Cheiro de mar

Já sentado, sozinho, na sala de embarque do aeroporto, parecia controlado o momento de despedida vivido há pouco. Mão esquerda procura o queixo, polegar desliza pelo pescoço, indicador repousa sob as narinas: me surpreende um cheiro de mar por debaixo de minha unha.

A cena é de ontem, quando retornava para São Paulo — cidade que, entre tantas maravilhas, não tem o mar em que eu me banhara no dia anterior e que persistia no único espacinho em que ele podia mesmo se conservar — apregado entre carne e unha.
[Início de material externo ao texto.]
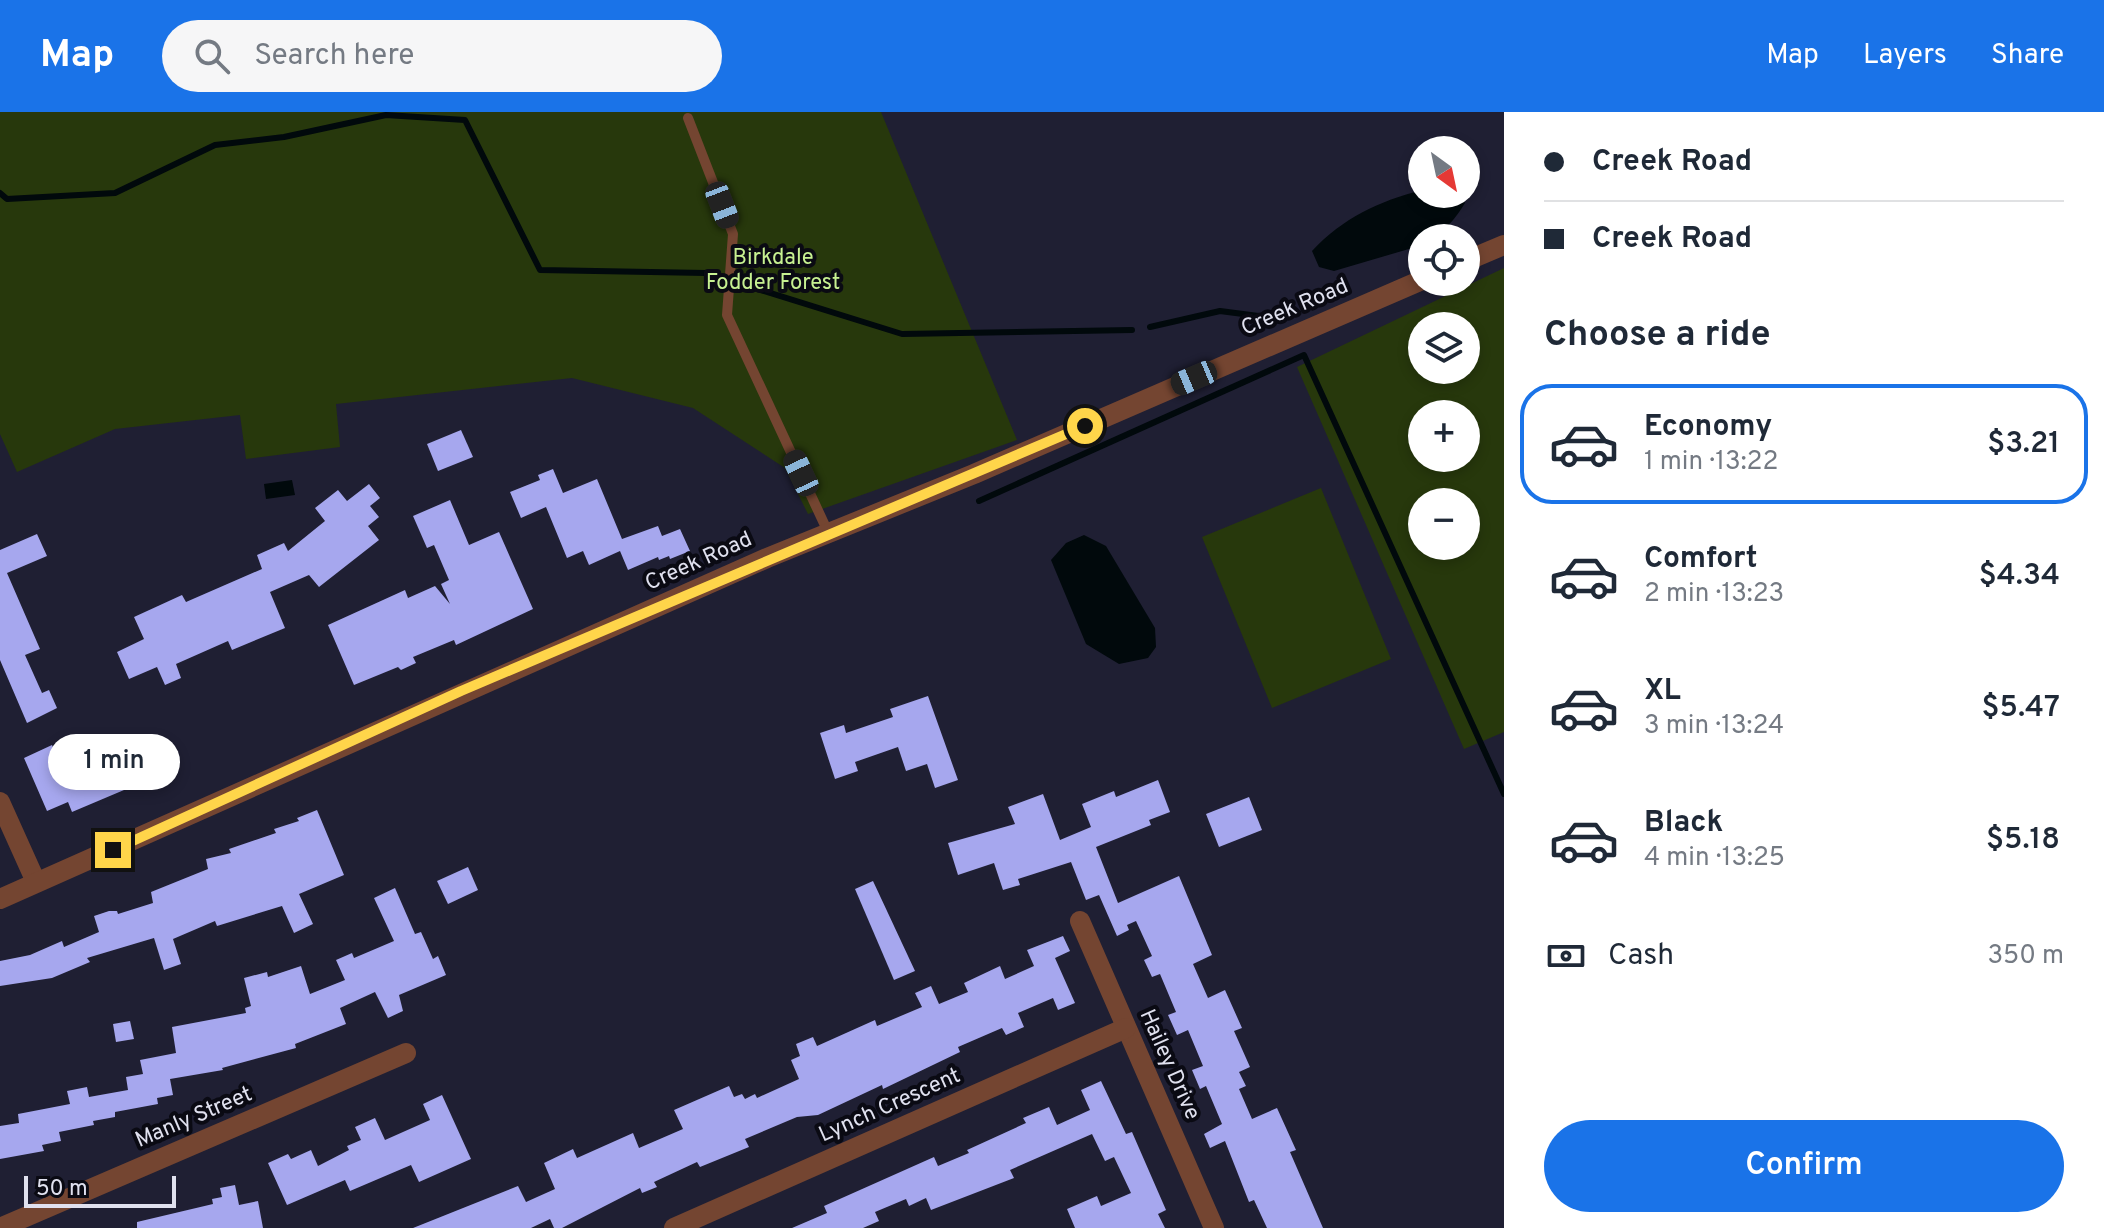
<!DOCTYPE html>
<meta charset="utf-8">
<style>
:root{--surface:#fff;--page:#f6f6f7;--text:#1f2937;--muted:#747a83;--line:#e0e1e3;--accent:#1a73e8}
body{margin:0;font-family:Overpass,sans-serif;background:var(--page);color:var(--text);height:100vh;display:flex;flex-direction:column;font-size:30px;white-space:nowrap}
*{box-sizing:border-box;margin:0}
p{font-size:26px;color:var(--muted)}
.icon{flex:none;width:44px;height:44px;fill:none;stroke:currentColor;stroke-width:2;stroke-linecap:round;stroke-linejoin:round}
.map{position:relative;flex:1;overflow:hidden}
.details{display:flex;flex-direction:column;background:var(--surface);width:600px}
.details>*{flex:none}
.top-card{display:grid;align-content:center;height:176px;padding:0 40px;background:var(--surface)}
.needle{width:52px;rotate:147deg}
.controls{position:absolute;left:1408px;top:24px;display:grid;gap:16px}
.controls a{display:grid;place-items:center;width:72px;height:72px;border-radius:50%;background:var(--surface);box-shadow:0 4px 12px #0003;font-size:40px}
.scale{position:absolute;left:24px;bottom:20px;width:152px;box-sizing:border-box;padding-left:8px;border:4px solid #e0e1ef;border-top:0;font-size:22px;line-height:28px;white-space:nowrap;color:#e0e1ef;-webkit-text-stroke:6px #0a0a13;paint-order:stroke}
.end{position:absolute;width:36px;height:36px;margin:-18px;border:10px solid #ffd54a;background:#111;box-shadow:0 0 0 4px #111}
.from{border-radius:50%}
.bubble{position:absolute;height:56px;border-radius:28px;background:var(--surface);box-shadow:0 4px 12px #0003;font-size:26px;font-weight:600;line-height:56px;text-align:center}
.car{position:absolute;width:24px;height:48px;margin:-24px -12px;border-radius:10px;box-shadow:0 0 6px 2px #0007;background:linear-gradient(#222 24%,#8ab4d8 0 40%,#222 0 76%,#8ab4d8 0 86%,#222 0)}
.top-card b{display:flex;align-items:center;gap:28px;height:76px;font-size:30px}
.top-card b+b{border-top:2px solid var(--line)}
.top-card i{width:20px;height:20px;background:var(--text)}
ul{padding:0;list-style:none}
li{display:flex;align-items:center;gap:24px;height:120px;margin:0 16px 12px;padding:0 24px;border:4px solid transparent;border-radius:32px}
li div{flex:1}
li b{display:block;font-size:30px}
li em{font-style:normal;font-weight:600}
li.on{border-color:var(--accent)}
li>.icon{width:72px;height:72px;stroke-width:1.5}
h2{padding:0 40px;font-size:36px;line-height:96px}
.pay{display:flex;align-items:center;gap:20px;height:88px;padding:0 40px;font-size:30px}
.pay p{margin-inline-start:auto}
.action{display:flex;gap:16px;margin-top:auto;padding:16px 40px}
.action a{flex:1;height:92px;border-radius:48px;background:var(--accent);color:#fff;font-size:32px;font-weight:600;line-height:92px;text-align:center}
header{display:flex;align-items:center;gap:48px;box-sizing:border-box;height:112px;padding:0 40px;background:var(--accent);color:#fff}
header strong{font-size:38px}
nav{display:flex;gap:44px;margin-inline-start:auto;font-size:28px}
.search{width:560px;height:72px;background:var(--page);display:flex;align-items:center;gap:20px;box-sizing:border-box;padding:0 28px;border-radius:44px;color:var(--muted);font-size:30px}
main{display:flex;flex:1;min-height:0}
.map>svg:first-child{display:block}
.green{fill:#27380c;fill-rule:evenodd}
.water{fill:#01090c}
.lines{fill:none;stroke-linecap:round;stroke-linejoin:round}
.stream{stroke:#01090c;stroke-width:6}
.building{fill:#a6a7ee}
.lane{stroke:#744531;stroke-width:10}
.street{stroke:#744531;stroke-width:20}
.route{stroke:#ffd54a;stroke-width:10}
.labels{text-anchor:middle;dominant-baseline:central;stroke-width:8;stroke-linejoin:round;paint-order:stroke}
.park-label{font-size:22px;fill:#c7f191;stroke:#0a0a13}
.street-label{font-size:22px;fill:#e0e1ef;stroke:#0a0a13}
</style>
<header>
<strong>Map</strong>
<div class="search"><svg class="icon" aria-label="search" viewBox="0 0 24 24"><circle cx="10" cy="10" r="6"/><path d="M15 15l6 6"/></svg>Search here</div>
<nav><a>Map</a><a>Layers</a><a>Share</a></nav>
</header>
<main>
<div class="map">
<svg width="1504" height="1116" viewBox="0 0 1504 1116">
<rect width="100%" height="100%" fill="#1f1f33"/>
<g class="green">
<path d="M0 0H881L1017 328 808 402 785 356 693 296 572 266 336 292 340 335 246 347 240 303 115 317 17 360 0 322Z"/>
<path d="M1504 156V620L1464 637 1297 255ZM1466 214V258H1422V214ZM1422 302H1466V346H1422ZM1422 390H1466V434H1422Z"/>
<path d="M1321 376 1391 547 1272 596 1202 425Z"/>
</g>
<g class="water">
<path d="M1422 78V82H1460L1465 91C1456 106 1441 126 1422 126L1419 134 1334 159 1319 155 1312 139C1343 106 1379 89 1422 78Z"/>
<path d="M292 368 295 383 266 387 264 372Z"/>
<path d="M1084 423 1106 434 1155 516 1156 535 1148 546 1119 552 1086 532 1051 448 1066 431Z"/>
</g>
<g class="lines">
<g class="stream">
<path d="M0 81 7 87 115 81 215 33 284 25 386 3 465 8 540 158 706 161 902 222 1132 218"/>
<path d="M1150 215 1220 199 1281 207"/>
<path d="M979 389 1304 243 1504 682"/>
</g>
</g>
<g class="building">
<path d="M461 318 473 345 438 359 427 332Z"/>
<path d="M553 357 563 381 597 367 622 427 658 414 662 424 680 417 690 439 670 447 669 444 659 448 658 445 628 458 620 439 589 453 583 439 567 446 546 395 521 406 510 380 540 368 538 363Z"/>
<path d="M369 372 380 386 370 394 379 405 368 414 379 428 319 475 309 463 270 480 285 516 232 538 228 529 176 552 181 566 165 573 157 555 129 567 117 540 144 527 134 505 182 483 186 490 262 457 257 443 284 431 288 439 325 409 315 396 338 378 347 389Z"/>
<path d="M450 388 469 433 499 420 533 497 456 533 454 528 413 545 416 551 401 558 398 555 354 573 328 513 405 478 408 486 435 474 450 492 441 472 449 468 434 433 427 436 413 404Z"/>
<path d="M37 422 47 444 7 461 40 537 25 543 42 581 49 578 57 596 27 611 0 548V438Z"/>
<path d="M928 584 958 668 935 676 927 652 906 659 898 635 855 650 858 659 835 667 820 621 844 613 846 621 893 605 890 597Z"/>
<path d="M52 633 62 657 65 655 68 662 129 641 138 664 121 671 124 678 72 700 68 690 47 699 24 646Z"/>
<path d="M1158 668 1170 700 1149 708 1151 713 1096 735 1118 791 1179 764 1212 843 1193 852 1208 886 1225 878 1242 916 1234 919 1250 955 1239 960 1246 974 1239 977 1252 1007 1277 996 1296 1038 1290 1040 1323 1116H1267L1254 1088 1249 1090 1225 1029 1210 1036 1204 1022 1222 1012 1206 974 1200 977 1192 958 1203 954 1188 918 1177 923 1168 903 1176 900 1160 862 1152 865 1144 848 1152 844 1136 809 1127 813 1129 818 1117 824 1099 783 1086 788 1071 750 1018 767 1020 773 1003 778 994 751 958 763 948 731 1015 712 1008 695 1043 682 1060 728 1091 715 1082 692 1114 679 1116 685Z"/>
<path d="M1249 685 1262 718 1219 735 1206 702Z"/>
<path d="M317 698 344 763 299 782 313 812 294 821 282 794 217 814 215 809 173 827 181 852 164 858 154 826 87 846 90 850 52 866 0 874V849L30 843 62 829 64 835 99 820 94 804 109 799H117L118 802 153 791 151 780 208 757 206 747 231 741 229 737 276 721 274 717 299 709 297 706Z"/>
<path d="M468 755 478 778 448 792 437 769Z"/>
<path d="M873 769 915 859 894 868 855 777Z"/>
<path d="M395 776 415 822 421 820 433 847 438 844 446 863 399 883 403 899 388 906 375 880 340 896 346 912 295 932 296 936 222 956 223 958 170 967 173 983 157 986 158 992 115 1000V1005L93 1009 94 1013 59 1020 61 1029 42 1033 44 1039 0 1047V1014L19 1011 18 1002 70 992 67 979 87 975 89 985 128 978 126 965 143 962 140 948 176 941 172 915 246 901 245 896 251 894 244 866 267 860 268 865 301 854 310 882 345 868 336 848 352 841 354 846 394 829 374 786Z"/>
<path d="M1063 824 1070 839 1055 846 1075 891 1058 898 1053 886 1018 901 1024 915 1006 923 1002 916 958 935 960 940 883 977 882 973 818 1003 797 1005 745 1027 749 1035 700 1055 697 1050 654 1070 657 1075 642 1081 640 1076 562 1116H554L550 1107 531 1116H413L518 1074 526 1090 555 1077 544 1051 573 1037 577 1046 633 1021 639 1036 683 1017 674 998 729 974 734 985 742 982 745 987 755 982 757 986 799 967 791 948 800 944 796 932 813 925 817 934 875 908 877 914 922 895 915 881 931 874 939 892 968 880 964 871 1000 854 1005 867 1034 854 1027 838Z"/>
<path d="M130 909 134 927 116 930 113 912Z"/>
<path d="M1101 969 1126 1022 1132 1020 1166 1098 1158 1102 1165 1116H1075L1067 1097 1097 1084 1101 1094 1131 1081 1114 1045 1105 1049 1092 1022 1010 1058 1014 1066 931 1098 926 1086 909 1094 906 1087 875 1100 879 1109 863 1116H792L827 1101 824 1094 934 1045 938 1054 969 1041 967 1038 1026 1011 1023 1006 1049 995 1057 1013 1090 998 1081 978Z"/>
<path d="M442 983 471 1047 419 1070 411 1053 350 1079 345 1068 287 1093 268 1051 288 1042 291 1047 311 1038 318 1054 349 1038 347 1034 361 1028 355 1015 375 1006 385 1028 430 1008 423 992Z"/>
<path d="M235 1073 239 1093 258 1089 263 1116H137V1110L213 1092 212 1087 222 1085 220 1076Z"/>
</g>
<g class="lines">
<path class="lane" d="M688 6 733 122 727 203 828 420"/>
<g class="street">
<path d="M1466 149 1504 133"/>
<path d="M0 690 36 770"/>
<path d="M0 787 767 446 974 362 1422 168"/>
<path d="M1080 809 1214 1116"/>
<path d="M0 1116 406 941"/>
<path d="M674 1116 1126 916"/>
</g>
</g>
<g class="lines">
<path class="route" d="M113 738 461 579 1085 314"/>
</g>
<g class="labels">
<g class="park-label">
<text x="773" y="146">Birkdale<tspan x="773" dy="25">Fodder Forest</tspan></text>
</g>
<g class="street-label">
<text transform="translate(1295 196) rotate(-23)">Creek Road</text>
<text transform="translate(699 450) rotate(-24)">Creek Road</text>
<text transform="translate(1169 953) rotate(66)">Hailey Drive</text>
<text transform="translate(890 994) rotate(-24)">Lynch Crescent</text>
<text transform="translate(194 1006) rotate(-23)">Manly Street</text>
</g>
</g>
</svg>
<div class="controls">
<a><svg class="needle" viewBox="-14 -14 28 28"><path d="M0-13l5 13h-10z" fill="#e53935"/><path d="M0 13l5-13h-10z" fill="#747a83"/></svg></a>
<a><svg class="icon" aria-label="locate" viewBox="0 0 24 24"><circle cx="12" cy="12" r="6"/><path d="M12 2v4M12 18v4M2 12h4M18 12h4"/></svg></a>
<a><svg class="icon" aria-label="layers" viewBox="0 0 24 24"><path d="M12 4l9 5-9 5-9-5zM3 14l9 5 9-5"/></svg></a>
<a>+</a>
<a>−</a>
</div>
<div class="scale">50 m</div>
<i class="end from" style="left:1085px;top:314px"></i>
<i class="end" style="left:113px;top:738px"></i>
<div class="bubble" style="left:48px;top:622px;width:132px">1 min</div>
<i class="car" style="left:722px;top:93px;rotate:159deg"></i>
<i class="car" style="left:1194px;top:266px;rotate:247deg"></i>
<i class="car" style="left:801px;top:361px;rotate:335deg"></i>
</div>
<section class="details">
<div class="top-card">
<b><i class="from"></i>Creek Road</b>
<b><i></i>Creek Road</b>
</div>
<h2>Choose a ride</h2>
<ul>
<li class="on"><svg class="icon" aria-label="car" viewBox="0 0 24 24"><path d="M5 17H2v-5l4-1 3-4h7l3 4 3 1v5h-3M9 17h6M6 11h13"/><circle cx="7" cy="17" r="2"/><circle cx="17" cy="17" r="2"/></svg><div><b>Economy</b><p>1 min · 13:22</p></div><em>$3.21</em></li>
<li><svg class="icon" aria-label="car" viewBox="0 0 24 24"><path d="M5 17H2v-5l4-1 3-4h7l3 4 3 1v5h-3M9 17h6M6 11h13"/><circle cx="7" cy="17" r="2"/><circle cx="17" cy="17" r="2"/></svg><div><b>Comfort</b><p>2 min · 13:23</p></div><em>$4.34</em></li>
<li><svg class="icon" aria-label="car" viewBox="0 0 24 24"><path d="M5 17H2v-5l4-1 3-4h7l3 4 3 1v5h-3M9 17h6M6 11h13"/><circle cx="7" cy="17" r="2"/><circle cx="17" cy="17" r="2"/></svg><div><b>XL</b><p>3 min · 13:24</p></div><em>$5.47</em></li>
<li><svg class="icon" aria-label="car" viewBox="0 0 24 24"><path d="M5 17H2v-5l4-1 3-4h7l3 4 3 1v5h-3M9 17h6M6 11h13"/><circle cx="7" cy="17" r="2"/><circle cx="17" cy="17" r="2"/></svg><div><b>Black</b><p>4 min · 13:25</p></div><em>$5.18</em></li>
</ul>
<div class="pay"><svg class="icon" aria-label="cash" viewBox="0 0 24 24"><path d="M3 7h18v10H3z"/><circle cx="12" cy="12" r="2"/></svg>Cash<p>350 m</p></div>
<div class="action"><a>Confirm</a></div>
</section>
</main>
Mas não é da presença ou ausência de água salgada margeando uma cidade que trato aqui, não me interessam essas superficialidades que distinguem duas cidades, quaisquer que sejam elas. O que me impeliu, nesta noite, depois de alguns anos, a novamente me verbalizar — "morreria, se lhe fosse vedado escrever?", era a pergunta de Rilke, indagação precisa de quem vê na escrita uma maneira, talvez única, de conferir alguma forma estável, imperfeita decerto, a seus anseios... — não foi, não seria jamais um cotejo frio entre Fortaleza e São Paulo, mesmo porque tenho, por diferentes razões, muito amor por ambas.

Falo, sim, de despedidas, de partidas que às vezes nos impomos, atropelando nosso querer. O cheiro do mar, portanto, não fez mais do que conferir concretude à angústia de quem, ali no salão de embarque, se perguntava — o que estou trocando por esse cheiro de sal e água sob meus dedos? Aquilo que julgo receber em troca, ao partir, vale mais que a manutenção deste odor em mim? Estranhices da vida.

Difícil não é sair da nossa terra, do nosso mar (porque toda terra, já deve estar claro, tem um mar que nos pertence e nos espera), difícil é voltar a ela e ter de, uma vez mais, nos despedir carregando apenas... o perfume do seu mar.

Alegro-me quando escuto, nas ruas paulistanas, nos vagões de metrô, nos bares, aquelas vogais mais abertas do povo nordestino, aquela fala mais mansa ou aquela piada ligeira e incisiva típica mesmo da nossa gente: alegro-me porque em tudo isso há o mesmo cheiro de mar que nos identifica.

Procuro-o agora, sob minha unha: mesmo tendo já se dissipado, sei — há mar.


"O importante não é a casa onde moramos, mas onde, em nós, a casa mora."